[Stored items]
# # #

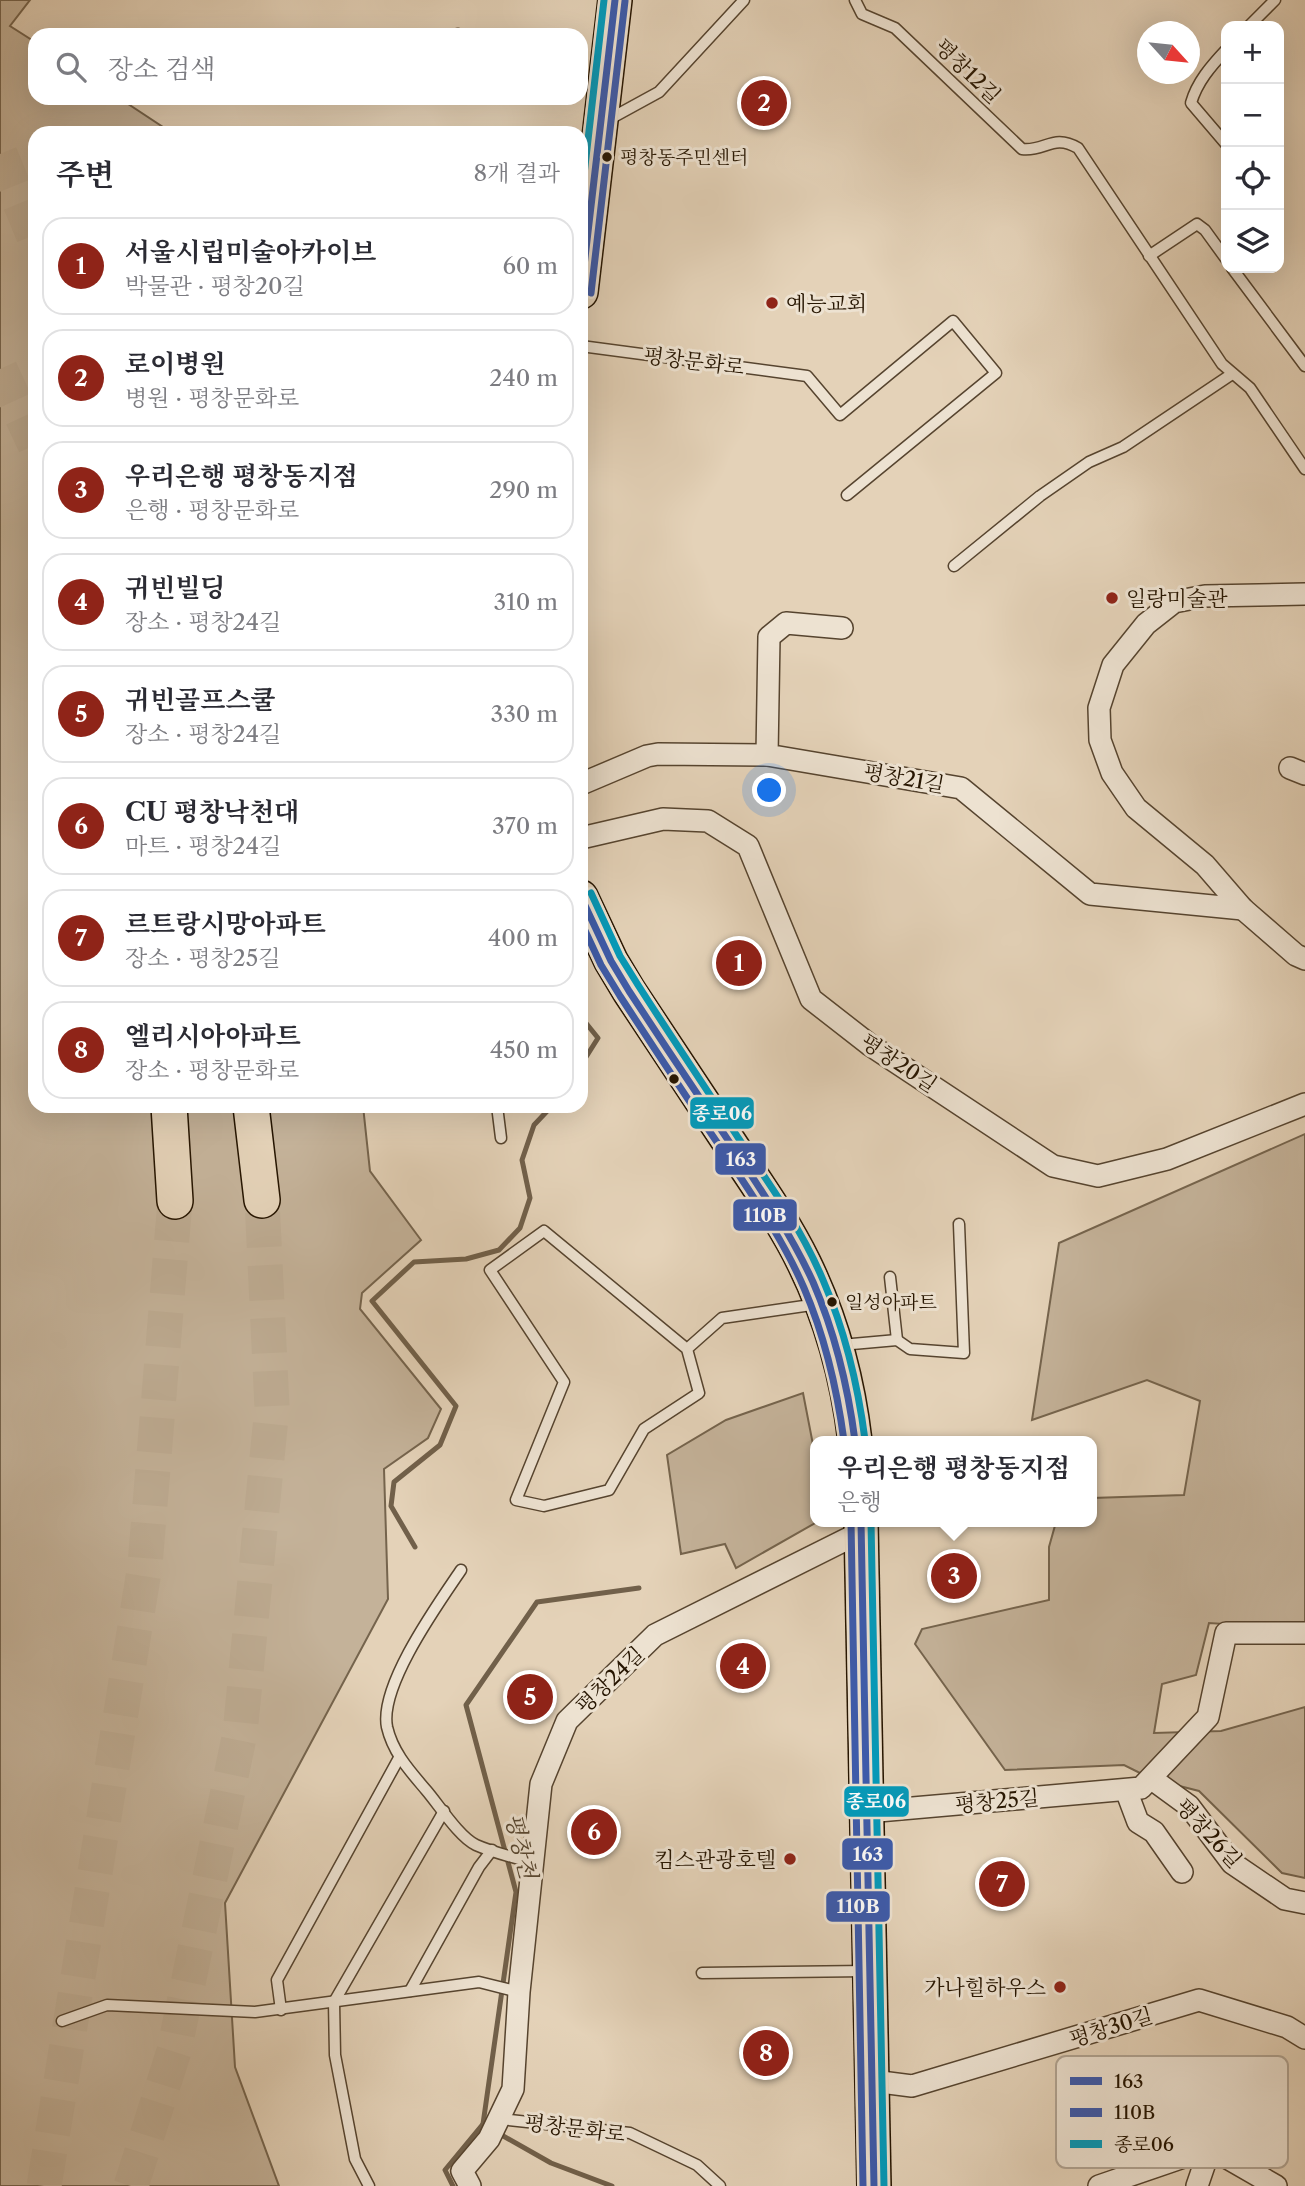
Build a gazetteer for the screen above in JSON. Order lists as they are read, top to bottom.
{
  "streets": {
    "street": [
      "평창21길",
      "평창20길",
      "평창24길",
      "평창25길",
      "평창26길",
      "평창30길"
    ],
    "lane": ["평창12길", "평창문화로"]
  },
  "crossings": [
    ["평창문화로", "평창24길"],
    ["평창25길", "평창26길"]
  ],
  "water": ["평창천"],
  "places": [
    "평창동주민센터",
    "예능교회",
    "일랑미술관",
    "일성아파트",
    "킴스관광호텔",
    "가나힐하우스"
  ],
  "lines": ["transit line 163", "transit line 종로06", "transit line 110B"],
  "legend": ["163", "110B", "종로06"],
  "north": "bottom right",
  "page": {
    "map_buttons": ["+", "−"],
    "search": "장소 검색",
    "pins": [
      "2",
      "1",
      "3",
      "4",
      "5",
      "6",
      "7",
      "8"
    ],
    "heading": ["주변", "8개 결과"],
    "list": [
      {
        "mark": "1",
        "name": "서울시립미술아카이브",
        "note": "박물관 · 평창20길",
        "value": "60 m"
      },
      {
        "mark": "2",
        "name": "로이병원",
        "note": "병원 · 평창문화로",
        "value": "240 m"
      },
      {
        "mark": "3",
        "name": "우리은행 평창동지점",
        "note": "은행 · 평창문화로",
        "value": "290 m"
      },
      {
        "mark": "4",
        "name": "귀빈빌딩",
        "note": "장소 · 평창24길",
        "value": "310 m"
      },
      {
        "mark": "5",
        "name": "귀빈골프스쿨",
        "note": "장소 · 평창24길",
        "value": "330 m"
      },
      {
        "mark": "6",
        "name": "CU 평창낙천대",
        "note": "마트 · 평창24길",
        "value": "370 m"
      },
      {
        "mark": "7",
        "name": "르트랑시망아파트",
        "note": "장소 · 평창25길",
        "value": "400 m"
      },
      {
        "mark": "8",
        "name": "엘리시아아파트",
        "note": "장소 · 평창문화로",
        "value": "450 m"
      }
    ],
    "popup": ["우리은행 평창동지점", "은행"]
  }
}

# # #

An exact restatement of every record is required. Omit the images.

Build a gazetteer for the screen above in JSON. Order lists as they are read, top to bottom.
{
  "streets": {
    "street": [
      "평창21길",
      "평창20길",
      "평창24길",
      "평창25길",
      "평창26길",
      "평창30길"
    ],
    "lane": ["평창12길", "평창문화로"]
  },
  "crossings": [
    ["평창문화로", "평창24길"],
    ["평창25길", "평창26길"]
  ],
  "water": ["평창천"],
  "places": [
    "평창동주민센터",
    "예능교회",
    "일랑미술관",
    "일성아파트",
    "킴스관광호텔",
    "가나힐하우스"
  ],
  "lines": ["transit line 163", "transit line 종로06", "transit line 110B"],
  "legend": ["163", "110B", "종로06"],
  "north": "bottom right",
  "page": {
    "map_buttons": ["+", "−"],
    "search": "장소 검색",
    "pins": [
      "2",
      "1",
      "3",
      "4",
      "5",
      "6",
      "7",
      "8"
    ],
    "heading": ["주변", "8개 결과"],
    "list": [
      {
        "mark": "1",
        "name": "서울시립미술아카이브",
        "note": "박물관 · 평창20길",
        "value": "60 m"
      },
      {
        "mark": "2",
        "name": "로이병원",
        "note": "병원 · 평창문화로",
        "value": "240 m"
      },
      {
        "mark": "3",
        "name": "우리은행 평창동지점",
        "note": "은행 · 평창문화로",
        "value": "290 m"
      },
      {
        "mark": "4",
        "name": "귀빈빌딩",
        "note": "장소 · 평창24길",
        "value": "310 m"
      },
      {
        "mark": "5",
        "name": "귀빈골프스쿨",
        "note": "장소 · 평창24길",
        "value": "330 m"
      },
      {
        "mark": "6",
        "name": "CU 평창낙천대",
        "note": "마트 · 평창24길",
        "value": "370 m"
      },
      {
        "mark": "7",
        "name": "르트랑시망아파트",
        "note": "장소 · 평창25길",
        "value": "400 m"
      },
      {
        "mark": "8",
        "name": "엘리시아아파트",
        "note": "장소 · 평창문화로",
        "value": "450 m"
      }
    ],
    "popup": ["우리은행 평창동지점", "은행"]
  }
}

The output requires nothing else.